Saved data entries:
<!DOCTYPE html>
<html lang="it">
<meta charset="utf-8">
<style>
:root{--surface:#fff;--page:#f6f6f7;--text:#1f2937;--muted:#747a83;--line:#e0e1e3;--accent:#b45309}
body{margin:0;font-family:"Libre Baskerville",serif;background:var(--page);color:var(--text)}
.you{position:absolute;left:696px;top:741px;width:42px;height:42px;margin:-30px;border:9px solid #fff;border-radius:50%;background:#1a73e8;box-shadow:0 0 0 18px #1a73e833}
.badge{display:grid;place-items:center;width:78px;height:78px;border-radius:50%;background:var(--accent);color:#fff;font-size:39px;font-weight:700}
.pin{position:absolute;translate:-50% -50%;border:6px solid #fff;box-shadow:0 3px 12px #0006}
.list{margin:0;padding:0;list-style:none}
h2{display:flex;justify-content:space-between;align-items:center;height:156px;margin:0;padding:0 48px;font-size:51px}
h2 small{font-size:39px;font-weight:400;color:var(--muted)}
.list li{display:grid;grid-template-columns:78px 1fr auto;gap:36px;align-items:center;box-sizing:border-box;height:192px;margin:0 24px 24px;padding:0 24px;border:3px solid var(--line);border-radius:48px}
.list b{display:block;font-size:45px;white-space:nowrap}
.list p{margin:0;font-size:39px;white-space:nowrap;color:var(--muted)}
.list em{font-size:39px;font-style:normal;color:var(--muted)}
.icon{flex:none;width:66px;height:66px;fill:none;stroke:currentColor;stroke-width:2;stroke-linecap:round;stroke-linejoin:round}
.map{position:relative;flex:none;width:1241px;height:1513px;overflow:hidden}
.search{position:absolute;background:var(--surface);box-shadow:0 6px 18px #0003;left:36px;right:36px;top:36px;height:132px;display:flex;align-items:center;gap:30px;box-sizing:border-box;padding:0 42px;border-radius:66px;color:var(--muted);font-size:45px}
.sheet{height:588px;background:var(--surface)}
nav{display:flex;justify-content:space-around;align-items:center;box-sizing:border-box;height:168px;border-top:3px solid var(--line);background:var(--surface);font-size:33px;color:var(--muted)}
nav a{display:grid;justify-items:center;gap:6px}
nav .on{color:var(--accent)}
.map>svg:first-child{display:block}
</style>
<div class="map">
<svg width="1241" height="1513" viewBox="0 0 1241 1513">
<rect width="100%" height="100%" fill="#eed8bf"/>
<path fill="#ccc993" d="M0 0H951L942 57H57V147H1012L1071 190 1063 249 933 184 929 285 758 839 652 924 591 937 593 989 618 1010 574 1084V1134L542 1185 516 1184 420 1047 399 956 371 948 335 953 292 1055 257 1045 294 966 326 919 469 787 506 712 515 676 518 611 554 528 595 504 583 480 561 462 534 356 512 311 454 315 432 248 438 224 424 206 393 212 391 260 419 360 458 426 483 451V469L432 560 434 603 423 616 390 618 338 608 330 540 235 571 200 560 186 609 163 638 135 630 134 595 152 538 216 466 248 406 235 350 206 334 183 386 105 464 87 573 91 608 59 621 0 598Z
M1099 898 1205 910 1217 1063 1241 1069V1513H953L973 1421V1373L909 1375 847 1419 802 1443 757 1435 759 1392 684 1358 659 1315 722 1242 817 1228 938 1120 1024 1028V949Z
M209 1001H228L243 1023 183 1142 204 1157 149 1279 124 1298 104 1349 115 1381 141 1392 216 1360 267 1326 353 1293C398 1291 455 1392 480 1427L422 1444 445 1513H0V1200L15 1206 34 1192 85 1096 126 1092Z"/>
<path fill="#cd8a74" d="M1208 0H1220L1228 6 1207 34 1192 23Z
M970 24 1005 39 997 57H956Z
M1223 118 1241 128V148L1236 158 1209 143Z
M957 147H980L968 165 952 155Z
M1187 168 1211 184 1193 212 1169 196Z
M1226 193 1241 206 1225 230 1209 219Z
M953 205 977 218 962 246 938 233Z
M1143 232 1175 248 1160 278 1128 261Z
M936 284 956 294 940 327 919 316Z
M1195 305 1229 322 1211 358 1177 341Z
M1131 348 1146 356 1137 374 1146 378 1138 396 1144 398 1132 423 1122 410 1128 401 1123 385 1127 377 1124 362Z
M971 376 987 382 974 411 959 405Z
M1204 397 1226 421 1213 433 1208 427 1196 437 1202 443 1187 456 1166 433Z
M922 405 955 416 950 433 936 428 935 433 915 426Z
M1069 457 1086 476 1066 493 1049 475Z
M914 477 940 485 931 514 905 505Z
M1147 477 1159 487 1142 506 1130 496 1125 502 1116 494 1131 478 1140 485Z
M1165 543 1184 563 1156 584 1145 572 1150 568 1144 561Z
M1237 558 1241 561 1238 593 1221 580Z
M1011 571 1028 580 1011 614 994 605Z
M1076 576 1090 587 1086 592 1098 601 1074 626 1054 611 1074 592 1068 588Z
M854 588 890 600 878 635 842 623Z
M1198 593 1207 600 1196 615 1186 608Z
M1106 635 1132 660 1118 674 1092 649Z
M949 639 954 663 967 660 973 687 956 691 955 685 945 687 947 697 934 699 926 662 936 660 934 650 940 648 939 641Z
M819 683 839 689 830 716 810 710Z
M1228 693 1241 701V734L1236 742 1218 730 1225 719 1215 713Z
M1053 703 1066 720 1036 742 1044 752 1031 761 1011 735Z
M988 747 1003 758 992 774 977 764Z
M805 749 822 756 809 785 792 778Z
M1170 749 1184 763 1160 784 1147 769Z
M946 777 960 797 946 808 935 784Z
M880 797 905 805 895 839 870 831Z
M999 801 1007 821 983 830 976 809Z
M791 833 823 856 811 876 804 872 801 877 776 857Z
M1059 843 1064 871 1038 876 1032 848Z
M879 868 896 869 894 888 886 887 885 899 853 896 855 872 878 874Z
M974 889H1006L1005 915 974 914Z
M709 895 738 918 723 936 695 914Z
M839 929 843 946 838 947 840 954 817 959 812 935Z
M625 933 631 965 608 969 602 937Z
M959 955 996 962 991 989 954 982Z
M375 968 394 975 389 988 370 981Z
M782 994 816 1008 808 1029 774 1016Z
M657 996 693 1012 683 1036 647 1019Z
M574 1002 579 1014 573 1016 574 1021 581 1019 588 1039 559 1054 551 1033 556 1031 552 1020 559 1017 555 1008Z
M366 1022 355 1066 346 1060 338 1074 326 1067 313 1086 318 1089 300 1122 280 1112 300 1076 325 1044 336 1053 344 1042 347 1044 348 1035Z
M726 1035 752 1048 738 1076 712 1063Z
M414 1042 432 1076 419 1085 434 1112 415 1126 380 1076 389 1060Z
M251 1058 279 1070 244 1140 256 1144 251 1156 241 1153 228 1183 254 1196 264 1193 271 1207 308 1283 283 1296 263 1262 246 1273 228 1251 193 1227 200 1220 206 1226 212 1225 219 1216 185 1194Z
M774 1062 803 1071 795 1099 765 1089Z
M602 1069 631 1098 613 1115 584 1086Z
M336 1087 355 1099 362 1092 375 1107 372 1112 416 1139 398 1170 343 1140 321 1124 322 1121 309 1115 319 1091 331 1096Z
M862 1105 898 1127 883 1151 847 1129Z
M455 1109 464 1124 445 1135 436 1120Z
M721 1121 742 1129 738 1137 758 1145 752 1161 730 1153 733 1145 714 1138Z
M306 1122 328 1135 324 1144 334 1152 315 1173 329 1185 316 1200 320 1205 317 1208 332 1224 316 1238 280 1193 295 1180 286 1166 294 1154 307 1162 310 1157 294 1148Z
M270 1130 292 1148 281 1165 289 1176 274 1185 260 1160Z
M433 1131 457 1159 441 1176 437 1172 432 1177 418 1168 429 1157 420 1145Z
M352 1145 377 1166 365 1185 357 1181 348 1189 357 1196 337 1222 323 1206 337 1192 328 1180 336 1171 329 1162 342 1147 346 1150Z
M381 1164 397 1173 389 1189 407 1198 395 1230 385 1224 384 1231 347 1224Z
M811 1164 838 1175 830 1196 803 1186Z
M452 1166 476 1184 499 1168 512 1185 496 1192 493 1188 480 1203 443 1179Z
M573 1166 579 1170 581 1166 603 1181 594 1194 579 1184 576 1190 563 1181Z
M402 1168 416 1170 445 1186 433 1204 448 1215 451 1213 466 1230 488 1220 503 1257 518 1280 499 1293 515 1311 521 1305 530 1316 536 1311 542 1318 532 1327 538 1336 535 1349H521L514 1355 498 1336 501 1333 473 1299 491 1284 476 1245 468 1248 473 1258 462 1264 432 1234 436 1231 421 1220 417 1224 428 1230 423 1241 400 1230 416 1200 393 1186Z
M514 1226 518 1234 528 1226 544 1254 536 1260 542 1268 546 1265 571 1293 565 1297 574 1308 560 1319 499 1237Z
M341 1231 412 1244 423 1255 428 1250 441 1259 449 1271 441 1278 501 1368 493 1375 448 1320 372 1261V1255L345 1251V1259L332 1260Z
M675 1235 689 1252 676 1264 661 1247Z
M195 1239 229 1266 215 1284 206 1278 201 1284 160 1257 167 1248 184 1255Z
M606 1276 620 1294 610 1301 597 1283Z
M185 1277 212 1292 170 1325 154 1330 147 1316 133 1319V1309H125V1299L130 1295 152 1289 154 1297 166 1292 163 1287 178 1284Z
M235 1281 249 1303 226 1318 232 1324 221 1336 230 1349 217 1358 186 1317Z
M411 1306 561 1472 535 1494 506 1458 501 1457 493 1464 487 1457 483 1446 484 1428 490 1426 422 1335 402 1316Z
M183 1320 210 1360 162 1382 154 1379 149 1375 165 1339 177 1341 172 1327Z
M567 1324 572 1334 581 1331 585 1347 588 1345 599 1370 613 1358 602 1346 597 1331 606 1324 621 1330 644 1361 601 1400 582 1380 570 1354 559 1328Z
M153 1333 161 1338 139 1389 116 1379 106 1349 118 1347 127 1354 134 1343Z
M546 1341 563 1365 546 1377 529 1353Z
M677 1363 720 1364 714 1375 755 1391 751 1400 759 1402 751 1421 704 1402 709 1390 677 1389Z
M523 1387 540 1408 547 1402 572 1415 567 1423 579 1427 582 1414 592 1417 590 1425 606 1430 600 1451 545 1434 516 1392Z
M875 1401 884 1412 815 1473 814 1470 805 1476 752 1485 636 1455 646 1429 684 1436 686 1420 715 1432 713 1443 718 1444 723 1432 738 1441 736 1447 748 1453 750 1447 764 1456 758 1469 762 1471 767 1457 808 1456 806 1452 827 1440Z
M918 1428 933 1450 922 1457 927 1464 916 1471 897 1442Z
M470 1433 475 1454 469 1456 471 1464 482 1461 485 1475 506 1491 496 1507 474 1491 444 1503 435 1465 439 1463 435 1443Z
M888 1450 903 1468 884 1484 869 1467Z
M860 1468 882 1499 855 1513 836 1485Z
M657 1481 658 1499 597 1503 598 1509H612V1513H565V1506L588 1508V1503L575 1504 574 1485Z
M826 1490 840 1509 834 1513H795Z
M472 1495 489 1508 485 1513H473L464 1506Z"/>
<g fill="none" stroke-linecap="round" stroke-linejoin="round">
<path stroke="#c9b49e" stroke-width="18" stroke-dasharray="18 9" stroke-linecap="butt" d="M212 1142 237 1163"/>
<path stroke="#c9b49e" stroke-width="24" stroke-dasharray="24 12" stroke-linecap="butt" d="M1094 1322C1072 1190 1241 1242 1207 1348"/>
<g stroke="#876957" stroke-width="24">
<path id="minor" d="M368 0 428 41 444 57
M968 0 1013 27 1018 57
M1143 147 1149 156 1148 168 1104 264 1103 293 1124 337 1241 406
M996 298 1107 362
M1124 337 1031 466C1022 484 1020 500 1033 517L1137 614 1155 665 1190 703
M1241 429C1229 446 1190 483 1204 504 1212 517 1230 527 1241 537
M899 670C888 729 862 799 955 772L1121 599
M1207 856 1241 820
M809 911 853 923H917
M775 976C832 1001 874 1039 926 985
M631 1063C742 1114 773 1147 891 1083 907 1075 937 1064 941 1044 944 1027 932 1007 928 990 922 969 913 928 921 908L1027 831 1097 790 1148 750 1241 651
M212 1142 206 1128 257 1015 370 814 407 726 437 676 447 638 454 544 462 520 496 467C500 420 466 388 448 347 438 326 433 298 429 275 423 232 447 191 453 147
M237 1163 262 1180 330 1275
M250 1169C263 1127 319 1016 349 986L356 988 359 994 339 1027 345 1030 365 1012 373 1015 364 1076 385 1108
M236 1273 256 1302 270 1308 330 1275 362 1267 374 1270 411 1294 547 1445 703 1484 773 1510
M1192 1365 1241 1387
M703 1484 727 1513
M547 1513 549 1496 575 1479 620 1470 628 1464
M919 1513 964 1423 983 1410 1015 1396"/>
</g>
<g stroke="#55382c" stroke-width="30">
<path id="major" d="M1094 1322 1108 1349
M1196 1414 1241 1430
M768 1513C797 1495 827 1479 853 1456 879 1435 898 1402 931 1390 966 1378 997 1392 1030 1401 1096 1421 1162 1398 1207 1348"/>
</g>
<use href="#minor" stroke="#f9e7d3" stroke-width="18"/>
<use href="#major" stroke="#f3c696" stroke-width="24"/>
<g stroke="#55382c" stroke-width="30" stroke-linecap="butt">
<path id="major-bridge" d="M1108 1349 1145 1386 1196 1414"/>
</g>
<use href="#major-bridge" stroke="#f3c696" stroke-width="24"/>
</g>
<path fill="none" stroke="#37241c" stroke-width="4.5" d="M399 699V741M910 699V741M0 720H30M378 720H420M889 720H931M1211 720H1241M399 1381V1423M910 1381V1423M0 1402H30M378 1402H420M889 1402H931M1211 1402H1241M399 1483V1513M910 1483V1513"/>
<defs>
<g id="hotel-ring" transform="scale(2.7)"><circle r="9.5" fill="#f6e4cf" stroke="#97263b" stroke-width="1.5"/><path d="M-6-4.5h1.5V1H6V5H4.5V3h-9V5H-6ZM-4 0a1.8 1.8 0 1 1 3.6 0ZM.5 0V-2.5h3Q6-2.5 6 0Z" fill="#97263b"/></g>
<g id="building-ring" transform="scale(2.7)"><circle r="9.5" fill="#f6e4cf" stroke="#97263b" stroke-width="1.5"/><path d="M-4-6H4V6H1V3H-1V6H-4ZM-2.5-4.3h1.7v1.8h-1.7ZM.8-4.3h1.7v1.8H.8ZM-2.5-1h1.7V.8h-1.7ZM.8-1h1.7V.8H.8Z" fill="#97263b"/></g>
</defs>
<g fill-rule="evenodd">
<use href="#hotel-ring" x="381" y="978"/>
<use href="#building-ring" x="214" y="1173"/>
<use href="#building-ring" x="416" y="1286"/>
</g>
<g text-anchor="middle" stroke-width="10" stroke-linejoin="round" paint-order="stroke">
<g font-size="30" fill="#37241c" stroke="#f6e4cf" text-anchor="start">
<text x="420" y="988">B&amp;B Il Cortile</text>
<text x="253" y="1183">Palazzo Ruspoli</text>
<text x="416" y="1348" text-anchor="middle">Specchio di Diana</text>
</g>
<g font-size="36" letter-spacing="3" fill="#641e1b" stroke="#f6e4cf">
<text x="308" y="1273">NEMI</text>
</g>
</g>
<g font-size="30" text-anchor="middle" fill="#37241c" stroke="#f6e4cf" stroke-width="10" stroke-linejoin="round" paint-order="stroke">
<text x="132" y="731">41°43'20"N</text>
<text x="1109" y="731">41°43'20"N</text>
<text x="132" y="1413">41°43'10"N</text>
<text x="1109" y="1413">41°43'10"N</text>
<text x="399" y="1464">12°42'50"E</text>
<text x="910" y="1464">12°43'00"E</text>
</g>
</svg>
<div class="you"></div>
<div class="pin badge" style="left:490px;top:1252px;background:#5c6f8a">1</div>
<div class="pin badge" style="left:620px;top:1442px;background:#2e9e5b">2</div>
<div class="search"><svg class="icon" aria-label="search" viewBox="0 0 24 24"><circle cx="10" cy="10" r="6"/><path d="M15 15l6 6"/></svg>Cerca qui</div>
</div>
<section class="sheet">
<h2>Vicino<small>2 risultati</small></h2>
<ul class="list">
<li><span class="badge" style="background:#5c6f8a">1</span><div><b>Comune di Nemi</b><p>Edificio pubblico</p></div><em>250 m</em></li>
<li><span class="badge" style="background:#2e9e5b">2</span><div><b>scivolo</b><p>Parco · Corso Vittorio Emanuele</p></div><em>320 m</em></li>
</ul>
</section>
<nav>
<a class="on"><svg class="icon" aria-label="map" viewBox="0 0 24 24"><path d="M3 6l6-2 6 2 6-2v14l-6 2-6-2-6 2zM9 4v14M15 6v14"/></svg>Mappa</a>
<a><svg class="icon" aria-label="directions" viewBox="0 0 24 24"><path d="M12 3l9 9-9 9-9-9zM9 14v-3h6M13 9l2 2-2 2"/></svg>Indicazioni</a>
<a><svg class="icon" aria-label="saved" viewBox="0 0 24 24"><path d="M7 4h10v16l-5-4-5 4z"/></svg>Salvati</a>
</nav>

## Problem statement
In the data above, find the line containing "6 2 6-2v14l-6", then copy it and every later line exactly.

## Output for this exercise
<a class="on"><svg class="icon" aria-label="map" viewBox="0 0 24 24"><path d="M3 6l6-2 6 2 6-2v14l-6 2-6-2-6 2zM9 4v14M15 6v14"/></svg>Mappa</a>
<a><svg class="icon" aria-label="directions" viewBox="0 0 24 24"><path d="M12 3l9 9-9 9-9-9zM9 14v-3h6M13 9l2 2-2 2"/></svg>Indicazioni</a>
<a><svg class="icon" aria-label="saved" viewBox="0 0 24 24"><path d="M7 4h10v16l-5-4-5 4z"/></svg>Salvati</a>
</nav>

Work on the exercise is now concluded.